“I’m sure there is nothing else I can help you with,” he said.
“What about these notes?” I asked. “Is there anything in these data that indicate a problem at the
Chikuzen
? High levels of toxins, that kind of thing?”
He took the notebook and studied the entries for several minutes. “Nothing here too unusual. The levels are pretty much what we would expect for that region.”
“Did Michael ever talk to you at all about any concerns at the
Chikuzen
?”
“Mike was studying the reef life. He was concerned about pollution, which, based on these numbers, was not a problem. Just what are you getting at?”

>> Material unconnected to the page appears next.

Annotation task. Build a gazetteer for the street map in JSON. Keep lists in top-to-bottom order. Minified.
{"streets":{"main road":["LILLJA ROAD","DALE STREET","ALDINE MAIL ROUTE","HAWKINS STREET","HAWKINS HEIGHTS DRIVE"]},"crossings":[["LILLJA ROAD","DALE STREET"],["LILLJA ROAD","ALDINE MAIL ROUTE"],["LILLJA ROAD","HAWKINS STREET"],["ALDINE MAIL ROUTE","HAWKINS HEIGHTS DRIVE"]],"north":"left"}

“He’s got a note here about talking to you about dead fish,” I said, pointing to the entry.
“Yeah, Mike mentioned that to me,” he said. “I told him that it was just an aberration. Probably an old battery in the ship that leaked. The data does not indicate a problem with the water quality around the ship.”
“Did you conduct your own tests out there?”
“No. Mike actually wanted my office to help him do a complete search of the ship,” he said. “I told him it was a waste of time and resources. He decided to go down to Saint Martin to check on the cargo records. I told him it was a wild-goose chase, but what the hell; I guess he could afford it. Parents had all that money.”
“I went down there too,” I said. “Talked to a guy named Bert Wilson, wife Rose. Michael had talked to them about the
Chikuzen
right before he died. You know them?”
“Now how would I know some old geezers from Saint Martin?” he asked.
“What makes you think they are old?”
He hesitated for a split second. “It’s just an expression,” he said.
“Michael never mentioned them to you?”
“Look, why would he? We worked on water-quality stuff, not his half-assed notions about some plot to pollute the ocean.”
“What do you mean?” I asked.
“Look, he was one of those guys who was always looking for someone to blame when it came to the environment. Fish die, a few fish, some parrot fish, sergeant majors. Christ, ocean’s full of ’em. You’d think they were an endangered species or something. Typical academic. Didn’t matter whether it was relevant.” Maynard’s voice had risen an octave and his face grew tighter.
“Isn’t it your job? To investigate any environmental concerns?”
“Sure, if it’s well-founded. But the department is on a tight budget and my boss looks at expenditures very carefully. This is a government-subsidized operation after all.”
“Why would it bother you that Michael was so insistent about the environment?” I asked. I couldn’t understand his attitude. Michael’s activities didn’t take any funds out of his pocket.
“I got tired of hearing about it,” he said, face reddening in anger. “Sticking his nose in where it didn’t belong. Just in the damned way.”
“In the way? What do you mean?” I could not understand why Maynard was so upset by the fact that Michael had wanted to examine the
Chikuzen
more carefully. “Seems to me that Michael was just pursuing an element of his research. Finding dead fish would be a part of that.”
“Just shouldn’ta been going in that wreck,” he said. “Guess you can see why.”
“Did you know Billy Reardon?” I asked, shifting gears.
“Reardon? Can’t say I ever heard of him,” he said. “Why?”
“Dunn just found him lying at the bottom of a cliff near Soper’s Hole,” I said. “Turns out he was the guy who broke into my room the other night.” I was watching for some sort of reaction from Maynard. Surprise, guilt, something. He was either really good or totally uninvolved.
“Yeah, sorry to hear about that. Guess you’re no worse for wear, though.”
“Do you know if Michael knew Reardon?”
“I wouldn’t know,” he said. “I told you. I’ve never heard of this Reardon.”
“You ever heard of a Demitri Stepanopolis?” I asked.
“No! Now I’ve got work,” he said, getting up and ushering me to the door.
I was really beginning to feel unwanted. “Thanks, Mr. Maynard,” I said sarcastically.
“Look, I’m sorry to be short with you, Ms. Sampson, but I’ve got other things to worry about besides your investigation.”
I wondered just what was more important than a dead colleague.
When I got back to the hotel, I called Mack.
“Sampson. How’s things in paradise?” he asked.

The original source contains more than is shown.